— Entries shown —
+++++
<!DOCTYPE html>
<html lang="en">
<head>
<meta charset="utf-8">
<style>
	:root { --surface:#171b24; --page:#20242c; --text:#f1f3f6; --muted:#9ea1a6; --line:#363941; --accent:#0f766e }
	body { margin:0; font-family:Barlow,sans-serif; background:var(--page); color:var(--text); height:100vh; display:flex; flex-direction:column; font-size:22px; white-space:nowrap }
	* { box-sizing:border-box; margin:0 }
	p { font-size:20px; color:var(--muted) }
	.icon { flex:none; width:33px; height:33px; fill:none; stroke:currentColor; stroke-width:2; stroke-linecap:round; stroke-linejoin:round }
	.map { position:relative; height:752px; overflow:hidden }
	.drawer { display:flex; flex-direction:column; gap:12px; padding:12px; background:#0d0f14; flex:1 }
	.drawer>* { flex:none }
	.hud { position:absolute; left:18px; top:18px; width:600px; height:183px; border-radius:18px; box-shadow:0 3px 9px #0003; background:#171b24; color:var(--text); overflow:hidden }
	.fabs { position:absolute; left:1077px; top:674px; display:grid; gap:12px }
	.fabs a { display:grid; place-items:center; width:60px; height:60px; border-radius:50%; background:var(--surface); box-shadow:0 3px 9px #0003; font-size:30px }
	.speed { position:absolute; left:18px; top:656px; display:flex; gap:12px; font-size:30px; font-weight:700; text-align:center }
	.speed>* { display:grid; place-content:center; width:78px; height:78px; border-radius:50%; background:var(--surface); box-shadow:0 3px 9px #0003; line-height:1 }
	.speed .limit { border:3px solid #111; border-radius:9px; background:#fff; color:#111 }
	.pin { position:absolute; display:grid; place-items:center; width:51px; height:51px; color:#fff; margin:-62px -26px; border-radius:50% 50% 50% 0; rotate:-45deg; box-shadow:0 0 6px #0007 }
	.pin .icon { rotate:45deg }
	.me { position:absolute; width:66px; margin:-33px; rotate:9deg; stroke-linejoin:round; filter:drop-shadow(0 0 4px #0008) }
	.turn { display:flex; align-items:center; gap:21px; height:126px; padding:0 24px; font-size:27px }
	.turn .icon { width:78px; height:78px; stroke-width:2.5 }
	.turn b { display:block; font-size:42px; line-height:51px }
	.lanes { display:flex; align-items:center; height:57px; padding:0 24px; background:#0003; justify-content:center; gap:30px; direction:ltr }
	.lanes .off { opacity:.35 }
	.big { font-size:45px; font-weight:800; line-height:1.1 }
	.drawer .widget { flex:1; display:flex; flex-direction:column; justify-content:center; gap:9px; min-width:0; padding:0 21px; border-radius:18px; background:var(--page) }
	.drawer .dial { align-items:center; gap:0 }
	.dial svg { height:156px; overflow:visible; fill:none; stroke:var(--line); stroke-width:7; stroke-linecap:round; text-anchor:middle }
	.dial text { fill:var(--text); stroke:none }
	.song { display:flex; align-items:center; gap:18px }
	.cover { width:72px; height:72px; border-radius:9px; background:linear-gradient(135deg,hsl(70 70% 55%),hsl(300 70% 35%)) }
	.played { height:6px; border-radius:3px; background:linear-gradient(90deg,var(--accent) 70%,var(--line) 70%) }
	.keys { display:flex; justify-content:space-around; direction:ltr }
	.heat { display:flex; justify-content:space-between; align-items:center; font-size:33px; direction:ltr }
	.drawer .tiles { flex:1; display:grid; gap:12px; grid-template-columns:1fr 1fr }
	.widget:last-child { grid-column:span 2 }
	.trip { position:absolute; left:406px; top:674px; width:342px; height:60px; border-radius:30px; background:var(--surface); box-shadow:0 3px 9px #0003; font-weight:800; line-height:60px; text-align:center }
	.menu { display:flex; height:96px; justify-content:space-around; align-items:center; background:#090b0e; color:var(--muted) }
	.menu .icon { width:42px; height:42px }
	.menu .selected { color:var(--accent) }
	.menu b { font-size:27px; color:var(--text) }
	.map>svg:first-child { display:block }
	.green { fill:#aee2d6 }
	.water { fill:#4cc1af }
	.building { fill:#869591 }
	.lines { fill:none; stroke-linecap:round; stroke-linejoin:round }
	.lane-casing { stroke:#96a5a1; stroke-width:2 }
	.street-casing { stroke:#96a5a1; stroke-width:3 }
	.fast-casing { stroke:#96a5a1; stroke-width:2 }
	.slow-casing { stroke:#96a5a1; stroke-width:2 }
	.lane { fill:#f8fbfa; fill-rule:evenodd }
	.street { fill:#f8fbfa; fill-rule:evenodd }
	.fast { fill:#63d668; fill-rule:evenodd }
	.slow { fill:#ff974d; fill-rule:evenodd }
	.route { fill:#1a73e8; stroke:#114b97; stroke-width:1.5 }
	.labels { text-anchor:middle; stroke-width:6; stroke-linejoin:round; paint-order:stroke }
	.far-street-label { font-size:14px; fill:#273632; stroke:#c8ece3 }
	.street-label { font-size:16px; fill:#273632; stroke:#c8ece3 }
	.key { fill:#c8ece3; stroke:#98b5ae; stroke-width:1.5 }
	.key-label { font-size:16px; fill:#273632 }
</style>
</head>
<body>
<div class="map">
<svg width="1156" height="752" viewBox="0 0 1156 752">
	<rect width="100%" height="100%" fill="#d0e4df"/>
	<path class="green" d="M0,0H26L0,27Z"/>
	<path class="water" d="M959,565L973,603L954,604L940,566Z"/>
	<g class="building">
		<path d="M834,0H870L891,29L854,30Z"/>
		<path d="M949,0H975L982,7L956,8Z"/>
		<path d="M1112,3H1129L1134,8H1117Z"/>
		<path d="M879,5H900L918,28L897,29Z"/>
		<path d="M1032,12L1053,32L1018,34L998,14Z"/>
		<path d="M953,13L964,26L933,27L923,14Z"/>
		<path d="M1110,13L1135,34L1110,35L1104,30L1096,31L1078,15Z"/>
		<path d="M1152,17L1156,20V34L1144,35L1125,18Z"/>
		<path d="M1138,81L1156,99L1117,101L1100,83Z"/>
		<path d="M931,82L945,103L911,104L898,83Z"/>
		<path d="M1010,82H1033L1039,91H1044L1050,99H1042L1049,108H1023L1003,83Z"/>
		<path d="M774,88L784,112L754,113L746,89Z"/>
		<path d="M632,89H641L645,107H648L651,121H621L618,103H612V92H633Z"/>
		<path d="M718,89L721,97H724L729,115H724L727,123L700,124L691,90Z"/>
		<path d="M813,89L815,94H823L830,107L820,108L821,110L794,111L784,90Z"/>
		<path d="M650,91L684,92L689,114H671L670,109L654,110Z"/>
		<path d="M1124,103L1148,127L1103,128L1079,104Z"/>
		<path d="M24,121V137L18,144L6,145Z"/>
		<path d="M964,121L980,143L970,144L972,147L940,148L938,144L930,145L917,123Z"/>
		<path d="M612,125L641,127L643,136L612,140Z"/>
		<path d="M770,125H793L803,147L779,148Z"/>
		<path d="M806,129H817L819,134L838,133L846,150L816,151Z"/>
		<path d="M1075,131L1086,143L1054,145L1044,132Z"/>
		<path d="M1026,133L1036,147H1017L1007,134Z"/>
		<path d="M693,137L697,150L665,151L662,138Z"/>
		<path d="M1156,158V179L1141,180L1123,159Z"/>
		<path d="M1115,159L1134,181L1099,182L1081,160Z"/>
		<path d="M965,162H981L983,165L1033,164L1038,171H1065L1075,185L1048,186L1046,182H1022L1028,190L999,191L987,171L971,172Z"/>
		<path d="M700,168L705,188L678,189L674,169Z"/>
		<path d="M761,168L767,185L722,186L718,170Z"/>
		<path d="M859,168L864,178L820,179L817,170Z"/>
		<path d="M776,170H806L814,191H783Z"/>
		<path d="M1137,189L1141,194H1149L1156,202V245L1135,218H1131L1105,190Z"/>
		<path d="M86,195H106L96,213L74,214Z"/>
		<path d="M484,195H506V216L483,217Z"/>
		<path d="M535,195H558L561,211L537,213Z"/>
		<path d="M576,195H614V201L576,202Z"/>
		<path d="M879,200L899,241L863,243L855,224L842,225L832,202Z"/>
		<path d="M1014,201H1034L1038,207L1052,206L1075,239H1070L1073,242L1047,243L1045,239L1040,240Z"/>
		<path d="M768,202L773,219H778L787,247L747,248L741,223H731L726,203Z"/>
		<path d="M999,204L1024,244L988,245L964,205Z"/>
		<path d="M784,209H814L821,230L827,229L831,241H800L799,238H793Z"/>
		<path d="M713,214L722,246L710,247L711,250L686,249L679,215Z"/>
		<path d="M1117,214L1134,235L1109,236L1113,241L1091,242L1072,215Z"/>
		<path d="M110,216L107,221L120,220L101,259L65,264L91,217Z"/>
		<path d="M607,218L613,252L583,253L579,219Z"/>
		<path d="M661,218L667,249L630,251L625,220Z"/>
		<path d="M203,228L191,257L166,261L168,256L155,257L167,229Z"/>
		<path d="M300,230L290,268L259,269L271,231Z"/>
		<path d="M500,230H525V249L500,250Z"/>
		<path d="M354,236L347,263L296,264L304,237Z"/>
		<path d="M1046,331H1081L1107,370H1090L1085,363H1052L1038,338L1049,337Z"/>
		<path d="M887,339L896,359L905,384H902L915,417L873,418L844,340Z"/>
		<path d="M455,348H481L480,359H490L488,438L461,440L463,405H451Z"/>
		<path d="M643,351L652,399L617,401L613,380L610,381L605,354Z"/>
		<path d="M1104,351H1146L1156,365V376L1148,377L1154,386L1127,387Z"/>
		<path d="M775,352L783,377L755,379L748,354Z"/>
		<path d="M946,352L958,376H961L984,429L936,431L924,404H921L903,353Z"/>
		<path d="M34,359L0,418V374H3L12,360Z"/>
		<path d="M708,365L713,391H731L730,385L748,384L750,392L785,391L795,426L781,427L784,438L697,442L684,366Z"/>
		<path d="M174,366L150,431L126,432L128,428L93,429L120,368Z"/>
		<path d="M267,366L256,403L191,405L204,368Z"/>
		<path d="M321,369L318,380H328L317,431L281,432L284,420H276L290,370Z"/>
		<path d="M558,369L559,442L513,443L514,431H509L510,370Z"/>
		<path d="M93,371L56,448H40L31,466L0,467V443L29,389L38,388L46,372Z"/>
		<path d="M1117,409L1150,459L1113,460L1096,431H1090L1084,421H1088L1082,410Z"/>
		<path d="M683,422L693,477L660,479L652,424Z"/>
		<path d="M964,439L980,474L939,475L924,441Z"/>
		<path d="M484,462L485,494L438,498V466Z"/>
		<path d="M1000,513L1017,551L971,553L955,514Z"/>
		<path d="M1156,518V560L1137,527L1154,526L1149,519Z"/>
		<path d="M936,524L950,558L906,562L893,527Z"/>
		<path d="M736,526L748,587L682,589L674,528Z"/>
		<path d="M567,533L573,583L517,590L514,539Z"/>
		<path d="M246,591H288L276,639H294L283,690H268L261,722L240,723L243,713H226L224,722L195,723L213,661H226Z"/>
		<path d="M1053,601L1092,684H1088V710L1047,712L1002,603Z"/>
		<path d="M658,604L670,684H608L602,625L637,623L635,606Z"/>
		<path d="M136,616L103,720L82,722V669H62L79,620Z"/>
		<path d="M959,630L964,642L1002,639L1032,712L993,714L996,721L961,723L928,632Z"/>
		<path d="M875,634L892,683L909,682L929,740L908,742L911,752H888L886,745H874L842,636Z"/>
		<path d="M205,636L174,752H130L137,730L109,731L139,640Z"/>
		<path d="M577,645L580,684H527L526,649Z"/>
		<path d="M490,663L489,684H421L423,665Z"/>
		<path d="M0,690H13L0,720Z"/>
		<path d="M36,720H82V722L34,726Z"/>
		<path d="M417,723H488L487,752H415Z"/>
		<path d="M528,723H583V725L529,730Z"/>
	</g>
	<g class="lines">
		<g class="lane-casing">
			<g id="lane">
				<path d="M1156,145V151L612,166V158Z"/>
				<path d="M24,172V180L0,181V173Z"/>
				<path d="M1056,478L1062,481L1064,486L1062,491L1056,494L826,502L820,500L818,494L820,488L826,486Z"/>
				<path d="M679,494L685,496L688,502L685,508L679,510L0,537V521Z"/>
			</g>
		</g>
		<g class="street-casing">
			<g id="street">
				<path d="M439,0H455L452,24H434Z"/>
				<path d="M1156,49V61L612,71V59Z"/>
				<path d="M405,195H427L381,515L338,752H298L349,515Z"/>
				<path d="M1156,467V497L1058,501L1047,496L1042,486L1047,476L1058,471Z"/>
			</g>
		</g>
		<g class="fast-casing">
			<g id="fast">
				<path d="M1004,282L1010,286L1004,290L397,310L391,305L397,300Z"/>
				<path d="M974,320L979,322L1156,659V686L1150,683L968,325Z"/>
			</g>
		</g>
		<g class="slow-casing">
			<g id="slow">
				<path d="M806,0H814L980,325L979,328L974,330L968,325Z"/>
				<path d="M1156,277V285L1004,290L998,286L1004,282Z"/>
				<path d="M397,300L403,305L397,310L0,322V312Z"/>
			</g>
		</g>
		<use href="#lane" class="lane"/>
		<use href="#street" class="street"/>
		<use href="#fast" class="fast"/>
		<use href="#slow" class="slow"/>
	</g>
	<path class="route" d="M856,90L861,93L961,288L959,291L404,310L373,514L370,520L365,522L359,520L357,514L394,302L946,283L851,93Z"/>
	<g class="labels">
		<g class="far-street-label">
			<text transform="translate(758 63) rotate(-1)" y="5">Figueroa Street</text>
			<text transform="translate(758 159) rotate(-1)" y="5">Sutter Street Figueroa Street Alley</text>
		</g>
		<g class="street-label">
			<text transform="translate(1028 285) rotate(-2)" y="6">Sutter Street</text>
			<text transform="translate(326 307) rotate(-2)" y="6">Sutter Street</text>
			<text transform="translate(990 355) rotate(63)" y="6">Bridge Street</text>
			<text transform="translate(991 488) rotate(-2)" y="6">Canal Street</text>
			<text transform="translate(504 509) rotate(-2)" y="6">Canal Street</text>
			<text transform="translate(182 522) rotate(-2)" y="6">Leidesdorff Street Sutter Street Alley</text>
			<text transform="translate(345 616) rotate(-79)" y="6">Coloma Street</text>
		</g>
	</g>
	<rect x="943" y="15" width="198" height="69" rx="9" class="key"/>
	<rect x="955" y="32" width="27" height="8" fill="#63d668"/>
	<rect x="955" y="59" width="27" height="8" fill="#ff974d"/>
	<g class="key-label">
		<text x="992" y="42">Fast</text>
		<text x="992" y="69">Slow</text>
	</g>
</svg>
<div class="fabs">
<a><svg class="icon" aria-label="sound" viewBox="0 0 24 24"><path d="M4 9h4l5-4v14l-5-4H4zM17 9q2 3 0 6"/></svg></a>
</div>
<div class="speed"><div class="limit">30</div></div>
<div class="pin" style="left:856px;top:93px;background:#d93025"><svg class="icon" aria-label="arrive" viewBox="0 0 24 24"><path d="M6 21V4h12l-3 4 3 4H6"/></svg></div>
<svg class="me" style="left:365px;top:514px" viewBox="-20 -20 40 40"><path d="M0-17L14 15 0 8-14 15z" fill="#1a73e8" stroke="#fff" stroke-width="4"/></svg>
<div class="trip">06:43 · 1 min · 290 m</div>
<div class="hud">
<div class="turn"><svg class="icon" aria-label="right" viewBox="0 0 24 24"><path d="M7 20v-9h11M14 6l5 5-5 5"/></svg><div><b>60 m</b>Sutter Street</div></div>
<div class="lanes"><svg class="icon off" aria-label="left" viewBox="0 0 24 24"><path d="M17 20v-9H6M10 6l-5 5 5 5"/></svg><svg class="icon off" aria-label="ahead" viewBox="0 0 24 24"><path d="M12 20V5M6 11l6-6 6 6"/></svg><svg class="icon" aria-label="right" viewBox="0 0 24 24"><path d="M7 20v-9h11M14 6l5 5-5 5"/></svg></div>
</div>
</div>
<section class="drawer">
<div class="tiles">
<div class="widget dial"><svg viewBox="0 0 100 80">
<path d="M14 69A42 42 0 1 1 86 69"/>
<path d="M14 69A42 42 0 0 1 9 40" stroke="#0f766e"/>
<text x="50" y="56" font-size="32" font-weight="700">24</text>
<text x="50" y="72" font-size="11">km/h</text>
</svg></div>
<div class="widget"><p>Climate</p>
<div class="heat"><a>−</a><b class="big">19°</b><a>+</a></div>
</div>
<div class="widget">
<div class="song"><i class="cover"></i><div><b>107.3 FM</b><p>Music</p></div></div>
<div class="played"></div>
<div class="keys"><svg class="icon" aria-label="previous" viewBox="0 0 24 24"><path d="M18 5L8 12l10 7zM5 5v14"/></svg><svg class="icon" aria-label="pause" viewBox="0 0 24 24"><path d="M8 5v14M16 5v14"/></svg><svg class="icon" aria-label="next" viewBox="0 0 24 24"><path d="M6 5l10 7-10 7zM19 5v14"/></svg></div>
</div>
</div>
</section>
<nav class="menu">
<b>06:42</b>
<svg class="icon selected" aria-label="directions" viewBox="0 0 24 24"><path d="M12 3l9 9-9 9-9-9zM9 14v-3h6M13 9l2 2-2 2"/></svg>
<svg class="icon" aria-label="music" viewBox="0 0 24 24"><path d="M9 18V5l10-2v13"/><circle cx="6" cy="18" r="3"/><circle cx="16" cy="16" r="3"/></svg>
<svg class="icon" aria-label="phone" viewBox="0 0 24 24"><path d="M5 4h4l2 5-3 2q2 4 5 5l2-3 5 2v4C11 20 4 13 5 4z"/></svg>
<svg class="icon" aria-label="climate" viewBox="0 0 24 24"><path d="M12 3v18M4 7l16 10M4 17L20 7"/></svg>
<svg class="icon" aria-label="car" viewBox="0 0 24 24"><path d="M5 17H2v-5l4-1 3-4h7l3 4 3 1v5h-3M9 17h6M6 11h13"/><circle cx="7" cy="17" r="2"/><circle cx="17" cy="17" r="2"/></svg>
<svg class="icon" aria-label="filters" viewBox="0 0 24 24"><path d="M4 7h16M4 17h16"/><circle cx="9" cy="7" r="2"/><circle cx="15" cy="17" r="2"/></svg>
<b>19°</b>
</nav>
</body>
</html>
+++++
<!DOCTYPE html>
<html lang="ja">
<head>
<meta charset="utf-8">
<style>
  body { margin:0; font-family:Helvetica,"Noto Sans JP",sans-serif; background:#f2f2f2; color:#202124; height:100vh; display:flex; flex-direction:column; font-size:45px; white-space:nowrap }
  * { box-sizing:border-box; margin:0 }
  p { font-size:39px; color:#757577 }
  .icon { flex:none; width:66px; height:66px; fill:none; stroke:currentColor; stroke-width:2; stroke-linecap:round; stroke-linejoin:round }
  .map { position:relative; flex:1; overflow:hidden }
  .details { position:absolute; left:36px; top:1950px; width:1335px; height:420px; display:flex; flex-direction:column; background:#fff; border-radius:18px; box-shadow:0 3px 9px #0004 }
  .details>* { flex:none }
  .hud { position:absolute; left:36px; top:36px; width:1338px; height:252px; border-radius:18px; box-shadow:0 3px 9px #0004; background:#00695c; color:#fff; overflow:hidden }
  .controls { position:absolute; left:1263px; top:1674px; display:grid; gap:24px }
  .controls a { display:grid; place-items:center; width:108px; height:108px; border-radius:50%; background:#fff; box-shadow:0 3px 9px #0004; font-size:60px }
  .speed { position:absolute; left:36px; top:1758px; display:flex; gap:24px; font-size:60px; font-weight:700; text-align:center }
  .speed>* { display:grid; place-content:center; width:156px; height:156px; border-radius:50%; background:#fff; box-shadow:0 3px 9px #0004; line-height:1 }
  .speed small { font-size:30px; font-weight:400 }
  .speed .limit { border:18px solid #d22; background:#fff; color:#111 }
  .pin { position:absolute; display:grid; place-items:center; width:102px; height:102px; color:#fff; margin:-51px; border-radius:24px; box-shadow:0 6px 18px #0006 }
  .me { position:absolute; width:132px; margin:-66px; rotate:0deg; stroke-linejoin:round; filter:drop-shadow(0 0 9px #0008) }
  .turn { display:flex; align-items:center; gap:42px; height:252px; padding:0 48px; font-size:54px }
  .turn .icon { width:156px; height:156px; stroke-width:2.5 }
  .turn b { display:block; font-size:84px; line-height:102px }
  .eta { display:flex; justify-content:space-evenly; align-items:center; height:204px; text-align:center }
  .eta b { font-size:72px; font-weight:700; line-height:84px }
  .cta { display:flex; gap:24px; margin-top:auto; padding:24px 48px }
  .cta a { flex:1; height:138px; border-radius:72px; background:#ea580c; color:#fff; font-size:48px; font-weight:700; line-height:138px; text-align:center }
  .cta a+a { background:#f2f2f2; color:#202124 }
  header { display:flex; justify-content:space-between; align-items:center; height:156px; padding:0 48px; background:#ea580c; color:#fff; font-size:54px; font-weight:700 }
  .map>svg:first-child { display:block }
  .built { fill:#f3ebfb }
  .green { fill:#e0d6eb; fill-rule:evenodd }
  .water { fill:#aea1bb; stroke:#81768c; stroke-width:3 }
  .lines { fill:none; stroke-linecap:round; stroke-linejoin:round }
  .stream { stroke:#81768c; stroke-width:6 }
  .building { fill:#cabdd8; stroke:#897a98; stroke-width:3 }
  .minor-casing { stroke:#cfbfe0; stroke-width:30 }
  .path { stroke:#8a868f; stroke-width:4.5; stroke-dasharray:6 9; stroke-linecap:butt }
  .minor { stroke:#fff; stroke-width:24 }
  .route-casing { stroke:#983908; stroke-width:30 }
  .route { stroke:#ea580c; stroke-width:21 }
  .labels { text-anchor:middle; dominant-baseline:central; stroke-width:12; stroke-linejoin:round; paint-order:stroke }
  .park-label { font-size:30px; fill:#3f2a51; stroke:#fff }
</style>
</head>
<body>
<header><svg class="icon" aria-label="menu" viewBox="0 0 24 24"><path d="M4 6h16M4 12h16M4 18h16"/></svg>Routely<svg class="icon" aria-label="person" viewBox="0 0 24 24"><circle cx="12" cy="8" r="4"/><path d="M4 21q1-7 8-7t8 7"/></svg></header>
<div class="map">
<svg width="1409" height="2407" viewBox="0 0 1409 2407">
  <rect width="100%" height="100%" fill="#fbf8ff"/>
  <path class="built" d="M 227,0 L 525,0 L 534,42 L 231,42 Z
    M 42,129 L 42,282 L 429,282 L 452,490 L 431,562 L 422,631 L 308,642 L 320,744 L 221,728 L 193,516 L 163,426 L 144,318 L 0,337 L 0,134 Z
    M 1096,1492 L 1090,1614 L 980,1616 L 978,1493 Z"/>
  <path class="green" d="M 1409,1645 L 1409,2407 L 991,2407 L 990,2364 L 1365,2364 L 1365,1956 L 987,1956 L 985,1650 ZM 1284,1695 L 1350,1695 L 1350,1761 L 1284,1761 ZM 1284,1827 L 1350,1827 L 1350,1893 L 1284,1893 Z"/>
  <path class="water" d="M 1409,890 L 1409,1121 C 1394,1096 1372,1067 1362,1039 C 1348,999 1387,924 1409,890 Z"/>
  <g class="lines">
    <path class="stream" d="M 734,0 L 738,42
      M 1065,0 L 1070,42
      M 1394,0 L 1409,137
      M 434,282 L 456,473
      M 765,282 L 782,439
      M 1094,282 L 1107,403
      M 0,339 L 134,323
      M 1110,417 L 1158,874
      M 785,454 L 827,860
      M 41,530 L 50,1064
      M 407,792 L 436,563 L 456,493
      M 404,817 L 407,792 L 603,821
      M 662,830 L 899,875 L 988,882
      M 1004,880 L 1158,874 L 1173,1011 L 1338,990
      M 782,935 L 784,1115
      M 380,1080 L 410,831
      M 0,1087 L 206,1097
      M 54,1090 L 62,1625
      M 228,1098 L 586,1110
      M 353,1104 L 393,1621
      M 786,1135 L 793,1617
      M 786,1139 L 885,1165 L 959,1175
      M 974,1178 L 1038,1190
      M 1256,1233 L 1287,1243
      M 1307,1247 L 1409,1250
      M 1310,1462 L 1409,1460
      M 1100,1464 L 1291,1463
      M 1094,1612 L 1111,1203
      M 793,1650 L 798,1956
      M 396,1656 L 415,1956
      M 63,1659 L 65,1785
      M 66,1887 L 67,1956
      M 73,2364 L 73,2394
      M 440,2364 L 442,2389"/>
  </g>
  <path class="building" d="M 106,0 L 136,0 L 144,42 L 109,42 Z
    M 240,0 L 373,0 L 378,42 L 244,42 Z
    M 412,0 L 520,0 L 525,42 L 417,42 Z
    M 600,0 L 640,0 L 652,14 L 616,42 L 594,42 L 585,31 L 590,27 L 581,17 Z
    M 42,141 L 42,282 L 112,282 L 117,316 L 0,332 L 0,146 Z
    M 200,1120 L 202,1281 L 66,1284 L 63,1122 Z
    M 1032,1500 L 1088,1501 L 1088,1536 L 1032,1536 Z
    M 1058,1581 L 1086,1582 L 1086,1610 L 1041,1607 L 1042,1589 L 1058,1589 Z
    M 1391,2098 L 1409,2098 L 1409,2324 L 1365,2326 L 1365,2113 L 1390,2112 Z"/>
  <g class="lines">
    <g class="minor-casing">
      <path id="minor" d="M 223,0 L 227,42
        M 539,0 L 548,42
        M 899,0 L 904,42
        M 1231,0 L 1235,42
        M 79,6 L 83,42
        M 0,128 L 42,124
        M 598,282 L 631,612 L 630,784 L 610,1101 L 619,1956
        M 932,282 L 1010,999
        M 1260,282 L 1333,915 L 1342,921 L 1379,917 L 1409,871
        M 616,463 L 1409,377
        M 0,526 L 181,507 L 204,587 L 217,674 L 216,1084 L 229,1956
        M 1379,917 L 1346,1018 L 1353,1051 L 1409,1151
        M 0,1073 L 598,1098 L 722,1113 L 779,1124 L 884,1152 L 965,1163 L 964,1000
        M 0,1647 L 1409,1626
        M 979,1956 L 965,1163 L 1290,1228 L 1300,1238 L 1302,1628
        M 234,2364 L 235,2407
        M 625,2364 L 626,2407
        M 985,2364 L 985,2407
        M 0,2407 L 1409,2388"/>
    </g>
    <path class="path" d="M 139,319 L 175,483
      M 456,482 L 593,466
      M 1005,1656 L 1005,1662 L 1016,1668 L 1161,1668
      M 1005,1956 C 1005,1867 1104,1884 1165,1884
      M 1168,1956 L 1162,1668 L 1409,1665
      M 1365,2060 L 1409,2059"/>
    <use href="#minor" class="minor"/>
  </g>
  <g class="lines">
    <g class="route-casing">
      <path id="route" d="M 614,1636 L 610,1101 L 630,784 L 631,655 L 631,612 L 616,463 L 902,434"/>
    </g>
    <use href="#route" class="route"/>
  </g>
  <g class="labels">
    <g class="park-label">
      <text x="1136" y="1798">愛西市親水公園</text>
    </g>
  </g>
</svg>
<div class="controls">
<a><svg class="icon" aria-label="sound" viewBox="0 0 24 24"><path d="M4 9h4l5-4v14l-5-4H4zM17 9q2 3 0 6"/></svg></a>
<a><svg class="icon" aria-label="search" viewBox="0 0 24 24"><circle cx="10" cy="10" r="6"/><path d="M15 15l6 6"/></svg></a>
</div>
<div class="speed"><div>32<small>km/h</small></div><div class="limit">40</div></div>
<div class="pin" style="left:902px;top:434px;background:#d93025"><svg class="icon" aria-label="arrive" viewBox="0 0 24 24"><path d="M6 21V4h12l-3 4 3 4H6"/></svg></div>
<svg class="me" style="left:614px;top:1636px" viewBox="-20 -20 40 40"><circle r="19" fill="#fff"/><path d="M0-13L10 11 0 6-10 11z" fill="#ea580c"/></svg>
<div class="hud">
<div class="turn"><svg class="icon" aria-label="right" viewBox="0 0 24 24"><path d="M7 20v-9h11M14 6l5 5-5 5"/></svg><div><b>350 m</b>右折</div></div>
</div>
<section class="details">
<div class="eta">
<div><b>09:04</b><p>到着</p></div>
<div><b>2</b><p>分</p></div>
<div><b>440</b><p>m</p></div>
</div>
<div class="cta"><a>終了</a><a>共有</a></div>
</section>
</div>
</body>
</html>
+++++
— Work task —
How many of the lines above contain the string "gradient"? Give the count alone.

— Finished task —
2